Big Brown was just the next shocker in a series at Belmont. That seemed outrageous for ‘08, topping the 2004 outrage shown to Jerry Bailey and Alex Solis for their defensive tackling of Smarty Jones on the backstretch of his race toward history at Belmont. Every school teacher and horseplayer in America thought that was the one. That time, we had folks at which to place blame. The regal Marylou Whitney even apologized for winning with Birdstone upon receiving the trophy, crashing the Smarty Party. 

What about War Emblem, who was purchased April 12, 2002 and won the Kentucky Derby 22 days later for Bob Baffert? That seemed historically odd at the time, and if nothing else made many claim that the future of the Derby would never be the same. Big oil money would just buy a Derby winner from here out, they claimed. Funny Cide came along a year later and smashed that complaint to smithereens as a bunch of high school buddies and their pastor rode in a yellow school bus from western New York and damn near won the Triple Crown with a gelding of all things.

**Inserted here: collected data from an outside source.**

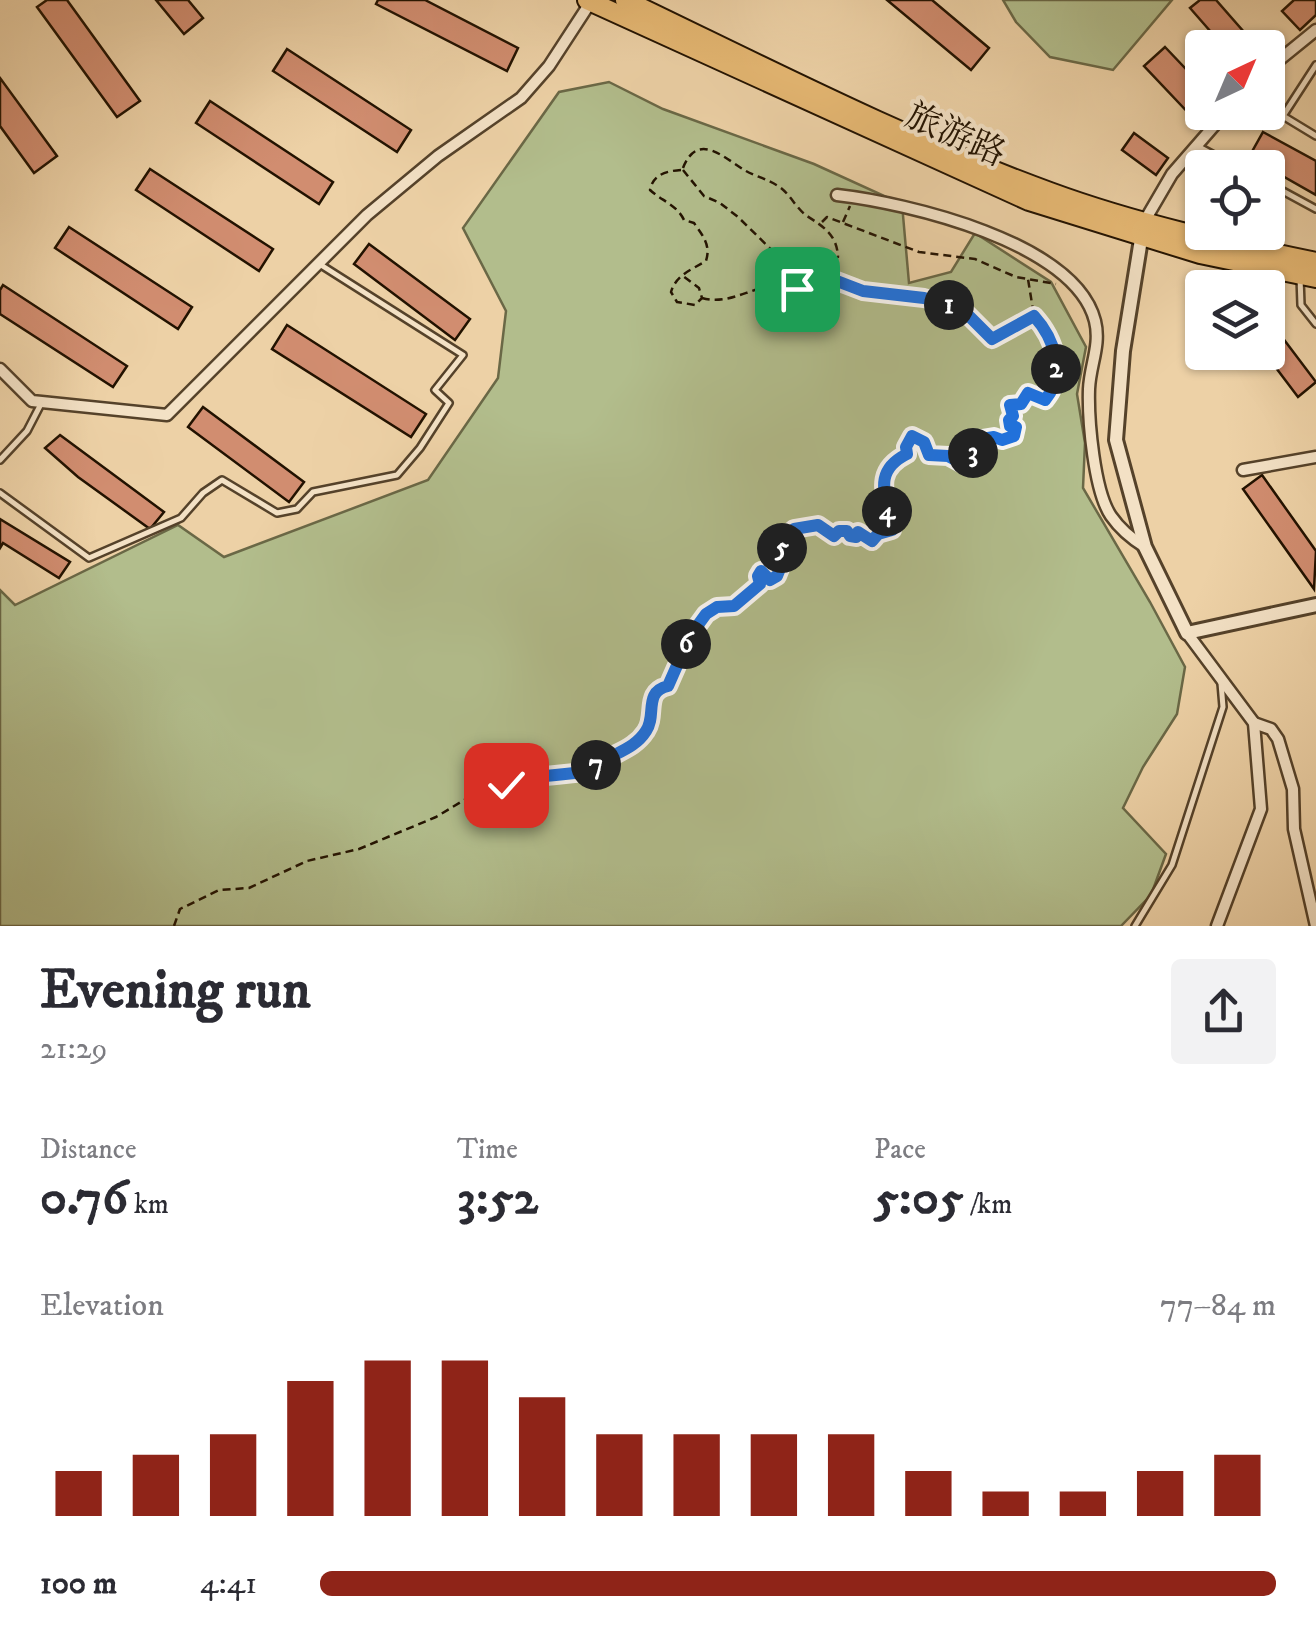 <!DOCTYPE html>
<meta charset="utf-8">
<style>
:root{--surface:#fff;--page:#f2f2f3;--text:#2b2b33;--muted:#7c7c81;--accent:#8f2418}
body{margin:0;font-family:"IM FELL DW Pica","Noto Serif SC",serif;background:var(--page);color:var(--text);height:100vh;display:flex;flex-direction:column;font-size:38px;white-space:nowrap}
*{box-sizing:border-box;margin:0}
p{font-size:32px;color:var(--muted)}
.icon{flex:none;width:55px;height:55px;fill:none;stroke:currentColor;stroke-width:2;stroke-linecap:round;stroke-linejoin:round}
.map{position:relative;height:926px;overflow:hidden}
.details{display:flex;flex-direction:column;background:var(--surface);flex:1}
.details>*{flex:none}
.needle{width:65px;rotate:44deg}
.fabs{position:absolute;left:1185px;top:30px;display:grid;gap:20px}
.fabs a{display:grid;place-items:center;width:100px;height:100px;border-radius:10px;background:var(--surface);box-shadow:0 2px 8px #0004;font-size:50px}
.pin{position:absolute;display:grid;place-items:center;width:85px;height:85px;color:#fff;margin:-42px;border-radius:20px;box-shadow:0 5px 15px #0006}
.km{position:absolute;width:50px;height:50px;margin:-25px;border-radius:50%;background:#222;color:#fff;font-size:28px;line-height:50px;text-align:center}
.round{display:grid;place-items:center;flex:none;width:105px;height:105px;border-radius:10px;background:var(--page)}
.summary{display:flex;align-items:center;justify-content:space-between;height:170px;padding:0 40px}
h1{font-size:55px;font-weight:800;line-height:75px}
.figures{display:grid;grid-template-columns:repeat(3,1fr);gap:15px;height:170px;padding:10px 40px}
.figures div{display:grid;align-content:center}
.figures b{font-size:50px;font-weight:800}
.figures small{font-size:28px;font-weight:400}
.figures p{font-size:28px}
.chart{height:280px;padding:20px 40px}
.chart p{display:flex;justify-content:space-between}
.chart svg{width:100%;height:180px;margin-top:10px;stroke:var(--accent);stroke-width:6}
ul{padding:0 40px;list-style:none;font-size:32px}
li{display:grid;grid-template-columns:160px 120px 1fr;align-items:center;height:75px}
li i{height:25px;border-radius:12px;background:var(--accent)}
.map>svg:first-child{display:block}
</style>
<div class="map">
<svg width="1316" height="926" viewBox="0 0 1316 926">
<rect width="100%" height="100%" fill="#edd1a6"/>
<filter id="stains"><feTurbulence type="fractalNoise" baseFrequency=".002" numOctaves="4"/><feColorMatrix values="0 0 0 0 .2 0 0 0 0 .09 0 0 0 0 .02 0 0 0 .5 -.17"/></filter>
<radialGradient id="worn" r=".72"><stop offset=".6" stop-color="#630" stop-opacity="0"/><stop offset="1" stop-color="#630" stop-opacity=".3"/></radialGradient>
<g fill="#b2bd8c" stroke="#6a6846" stroke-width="2.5">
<polygon points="1003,0 1172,0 1113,70 1050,57 1016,22"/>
<polygon points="609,82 663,109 814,164 902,204 909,283 951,272 975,233 1051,282 1086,347 1077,394 1085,443 1083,488 1150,602 1185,667 1177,714 1143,767 1123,808 1166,854 1151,895 1121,926 0,926 0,590 15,605 178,525 224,557 428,480 498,378 506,311 463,228 559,92"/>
</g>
<g fill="#d18d70" stroke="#221200" stroke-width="2.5">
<polygon points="47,0 67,0 140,101 117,117 37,7"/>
<polygon points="156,0 188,0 203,18 184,34"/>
<polygon points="378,0 425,0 518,48 507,71 376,4"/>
<polygon points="887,0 932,0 989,48 971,70"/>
<polygon points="1200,0 1216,0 1258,48 1225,48 1190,8"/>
<polygon points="1294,0 1316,0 1316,15 1300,30 1282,11"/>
<polygon points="1165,47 1202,86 1202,112 1207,112 1197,122 1144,66"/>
<polygon points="287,49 411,130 397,152 273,71"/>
<polygon points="0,78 57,156 34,173 0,126"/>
<polygon points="210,101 333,182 319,204 196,123"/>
<polygon points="1263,132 1316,161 1316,195 1249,157"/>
<polygon points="1134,133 1168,158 1156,175 1122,150"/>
<polygon points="150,169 273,249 259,271 136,190"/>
<polygon points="69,227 192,307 178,329 55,248"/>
<polygon points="369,244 470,319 455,340 354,264"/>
<polygon points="3,285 127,366 113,387 0,314 0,290"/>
<polygon points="287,325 426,414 411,437 272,349"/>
<polygon points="1282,337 1316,382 1298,397 1264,352"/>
<polygon points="203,407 304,482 289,502 188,427"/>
<polygon points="60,435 164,512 150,529 78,477 45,448"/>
<polygon points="1262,475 1316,551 1314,589 1243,489"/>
<polygon points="0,519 70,562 59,578 3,543 0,548"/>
</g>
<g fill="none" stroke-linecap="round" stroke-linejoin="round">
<g stroke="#55422a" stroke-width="10">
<g id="service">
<polyline points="1316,65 1283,116 1316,136"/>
<polyline points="1199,147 1238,168"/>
<polyline points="1268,183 1316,209"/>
<polyline points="1300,277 1301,305 1316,324"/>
<polyline points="0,460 27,431 42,402"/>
<polyline points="0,493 89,558 181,518 203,493 222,480 277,513 297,509 313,492 397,475 420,448 449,403 435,390 463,355 321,265"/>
<polyline points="1135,926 1172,865 1223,707 1221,683"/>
</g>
</g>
<g stroke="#55422a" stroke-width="15">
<g id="minor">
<polyline points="1268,69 1316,30"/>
<path d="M837,195c70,8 238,47 258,126 6,24 -5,44 -6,68 -1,31 5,102 22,127 9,13 21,23 34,31"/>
<polyline points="1144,222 1172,174 1226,112"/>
<polyline points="0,369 32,401 167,415 367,215 438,156 521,98 549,66 592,0"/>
<polyline points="1243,470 1316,457"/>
<polyline points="1187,633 1254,723 1261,809 1217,926"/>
<polyline points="1254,723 1271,729 1278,739 1293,789 1294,829 1316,926"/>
</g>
</g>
<g stroke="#55422a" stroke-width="18">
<polyline id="tertiary" points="1143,227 1123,351 1116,440 1145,547 1187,633 1316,605"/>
</g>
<g stroke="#221200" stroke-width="22">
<g id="primary">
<polyline points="587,0 1029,201 1200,254 1316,278"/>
<path d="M625,0c140,67 279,139 425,192 87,32 176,51 266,70"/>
</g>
</g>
<g stroke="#221200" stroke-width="2.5" stroke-dasharray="8 5" stroke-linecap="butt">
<path d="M683,168c15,-38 42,-9 63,3 11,6 24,9 35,17 10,8 16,21 26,28 17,11 30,19 31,41 -17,9 -25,25 -36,30 -10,4 -20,-2 -31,-1 -25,4 -44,19 -69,12"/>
<path d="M681,170c-14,1 -28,4 -31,20 12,11 27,15 34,30l10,3c9,13 17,22 12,38 -15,9 -30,14 -35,31l6,10 18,3 7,-7 -3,-10 -16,-12"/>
<polyline points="683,170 704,196 720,203 738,217 782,260 863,291 924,298 962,309 992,339 1034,316 1028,279"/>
<polyline points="822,222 827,217 919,252 975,259 1016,277 1056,284"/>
<polyline points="843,222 850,206"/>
<path d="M174,926l6,-17 39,-19 30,-2 58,-27 52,-12 77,-32 53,-32h17l19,-9c12,3 48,-4 65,-4 17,-19 42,-19 56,-41 11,-16 -3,-39 23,-45l21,-49 16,-23 11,-7 17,-1 26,-22 -2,-8 3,-5 9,9 7,-4 6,-15 -1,-19 12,-13 24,-4 16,12 5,-6h8l3,5 6,1 2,-5 14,9 6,-8 15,-3 -11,-44 19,-30 6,-2 -1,-7 6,-11 12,6 5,13 19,1 13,7 19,-15 3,-9 11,-2 7,4 13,-5 3,-9 -7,-2 -1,-5 4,-4 -3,-11 11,-1 8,-11 16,7c22,-26 9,-62 -11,-84"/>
</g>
<use href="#service" stroke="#f3e1c5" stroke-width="5"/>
<use href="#minor" stroke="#f3e1c5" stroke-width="10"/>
<use href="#tertiary" stroke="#f3e1c5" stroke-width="12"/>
<use href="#primary" stroke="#e6b873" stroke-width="18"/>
</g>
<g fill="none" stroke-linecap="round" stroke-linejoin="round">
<g stroke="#fff" stroke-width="20">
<path id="route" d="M506,785l19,-9c11,3 48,-4 65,-4 17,-19 42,-19 56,-41 11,-16 -3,-39 22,-45l22,-50 16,-22 11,-7 17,-1 26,-22 -2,-8 3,-5 9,9 7,-4 6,-15 -1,-19 12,-13 24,-4 16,11 5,-5h8l3,5 6,1 2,-5 14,9 6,-7 14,-4c-3,-30 -23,-57 15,-76l-1,-7 6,-11 12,6 5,13 19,1 13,7 19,-15 2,-9 12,-2 8,3 12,-4 2,-9 -6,-1 -1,-6 4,-4 -3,-11 11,-1 7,-11 17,7c22,-26 9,-62 -11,-84l-42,23 -30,-30 -38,-11 -61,-7 -47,-18 -6,9 -13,7"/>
</g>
<use href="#route" stroke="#1a73e8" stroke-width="12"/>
</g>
<g text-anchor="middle" stroke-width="8" stroke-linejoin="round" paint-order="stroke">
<g font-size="35" fill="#221200" stroke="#f3e1c5">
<text transform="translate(956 134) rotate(24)" y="12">旅游路</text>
</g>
</g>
<rect width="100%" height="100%" filter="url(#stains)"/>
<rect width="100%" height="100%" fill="url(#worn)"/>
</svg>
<div class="fabs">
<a><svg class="needle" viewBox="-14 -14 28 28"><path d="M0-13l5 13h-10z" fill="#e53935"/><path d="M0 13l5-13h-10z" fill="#7c7c81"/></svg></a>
<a><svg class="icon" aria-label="locate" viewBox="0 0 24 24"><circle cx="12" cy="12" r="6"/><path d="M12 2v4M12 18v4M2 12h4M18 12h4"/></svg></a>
<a><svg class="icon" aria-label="layers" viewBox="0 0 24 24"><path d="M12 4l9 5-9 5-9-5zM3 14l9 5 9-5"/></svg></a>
</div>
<div class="pin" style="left:797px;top:289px;background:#1e9e55"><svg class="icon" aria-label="arrive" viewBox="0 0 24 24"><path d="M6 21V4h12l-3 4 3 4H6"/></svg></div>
<div class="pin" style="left:506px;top:785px;background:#d93025"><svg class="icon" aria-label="check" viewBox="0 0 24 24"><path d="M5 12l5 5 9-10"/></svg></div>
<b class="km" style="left:949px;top:305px">1</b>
<b class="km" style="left:1056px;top:369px">2</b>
<b class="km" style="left:973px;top:453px">3</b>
<b class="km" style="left:887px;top:511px">4</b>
<b class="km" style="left:782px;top:548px">5</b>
<b class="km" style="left:686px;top:644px">6</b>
<b class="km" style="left:596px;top:765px">7</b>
</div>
<section class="details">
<div class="summary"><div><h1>Evening run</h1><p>21:29</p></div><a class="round"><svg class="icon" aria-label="share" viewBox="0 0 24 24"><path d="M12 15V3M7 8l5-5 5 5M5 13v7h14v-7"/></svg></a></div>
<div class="figures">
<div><p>Distance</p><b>0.76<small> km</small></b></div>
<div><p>Time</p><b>3:52</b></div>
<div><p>Pace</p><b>5:05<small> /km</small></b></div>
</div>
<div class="chart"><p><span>Elevation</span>77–84 m</p>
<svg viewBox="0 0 160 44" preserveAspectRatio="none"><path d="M5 44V33M15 44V29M25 44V24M35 44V11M45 44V6M55 44V6M65 44V15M75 44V24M85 44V24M95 44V24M105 44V24M115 44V33M125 44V38M135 44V38M145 44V33M155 44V29"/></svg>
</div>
<ul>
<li><b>100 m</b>4:41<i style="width:100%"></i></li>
</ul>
</section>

Odd times, indeed. 

Then there was the heartbreak of Barbaro in 2006 that we would never forget; but the game recovered nonetheless from what many said it wouldn’t. Less tragic, but nearly as disappointing, was the career-ending injury to I’ll Have Another just 24 hours before his potentially historic run at a Triple Crown at the 2012 Belmont. We’ve had so many oddities and downers that we almost forget about what was “thissss” close. A couple years later, we’d have California Chrome’s Steve Coburn give Kenny Rice an intoxicated interview that would burn in our mind’s eye and give the general public mistaken reason to think the premise of the Triple Crown itself was unfair. Even racing folk like Randy Moss on TV questioned if it was finally time to tweak the dates. Almost on cue, American Pharoah came along 365 days later to dismiss Coburn’s finger-wagging theories and remind everyone that we’re not nearly as smart (or surprised) as we think we are when it comes to horse racing. 

Yeah, 2019 has been weird. But all you have to do is think back even a little bit and you’ll rediscover that weird is what makes this thing go ‘round.